Located in Tanzania, the Amani library’s architecture provides different kinds of spaces and uses to promote a different approach to reading and learning, as an alternative to the typical frontal approach to lessons. Enclosed by thick earth walls and with access from the school, there is a multidisciplinary room for workshops meetings and lessons. The reading room is light and open with one of the façades connected to the verandah, creating a large space for recreation and movement.
The project is mainly constructed from using two materials: soil excavated from the site and locally collected wood. On-site production offered the possibility of employing local material and the same excavated soil for wall construction. The perimeter of the library is built with load-bearing walls using the rammed earth technique. Apart from its structural capacity, the earth regulates indoor humidity and temperature, saves energy and reduces environmental pollution. Also it is re-usable and saves expenses in material acquisition and transportation. Local handcraft can be found, among others, on the cypress doors and the bamboo enclosure at the verandah, as a way of promoting and strengthening the participation of local craftsmen, as well as raising awareness to the value of cultural heritage.

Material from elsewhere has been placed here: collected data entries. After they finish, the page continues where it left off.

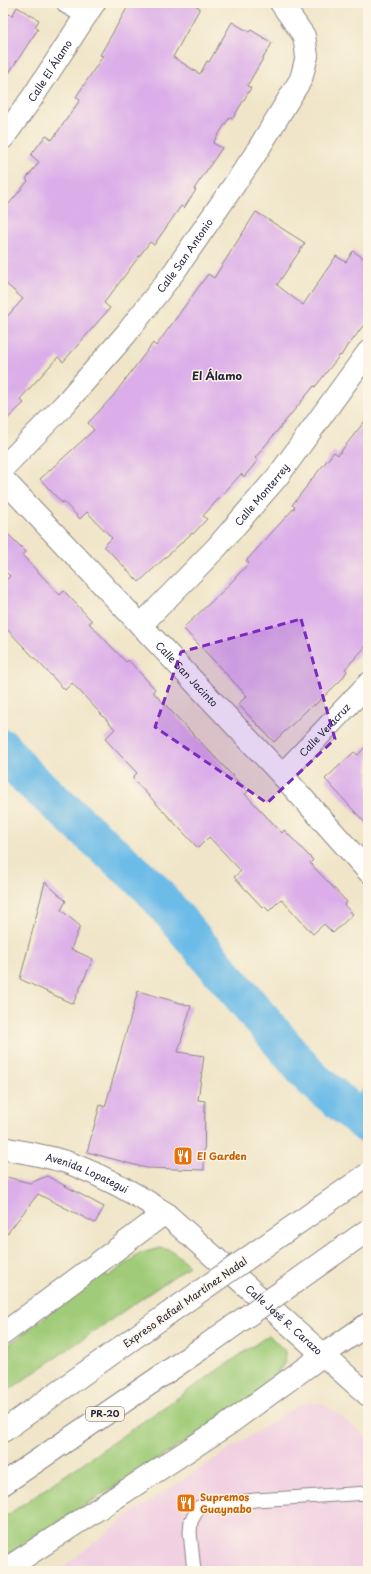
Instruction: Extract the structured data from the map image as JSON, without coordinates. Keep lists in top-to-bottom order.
{
  "streets": {
    "main road": [
      "Calle El Álamo",
      "Calle San Antonio",
      "Calle Monterrey",
      "Calle San Jacinto",
      "Calle Veracruz",
      "Avenida Lopategui",
      "Expreso Rafael Martínez Nadal",
      "Calle José R. Carazo",
      "PR-20"
    ]
  },
  "crossings": [
    ["Calle Monterrey", "Calle San Jacinto"],
    ["Calle San Jacinto", "Calle Veracruz"],
    ["Avenida Lopategui", "Calle José R. Carazo"]
  ],
  "districts": ["El Álamo"],
  "places": {
    "restaurant": ["El Garden", "Supremos Guaynabo"]
  }
}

The construction of Amani Library was carried out in a short timeframe of four months through a workshop with both Kibaoni inhabitants and international participants. The workshop was regarded as a learning experience through an immersive, collaborative design-build project.
The approach carries a developmental character, acting as “seed”, as it seeks to form a knowledge base that can contribute to the potential return of traditional materials and techniques in solving the problem of low-cost housing in rural environments.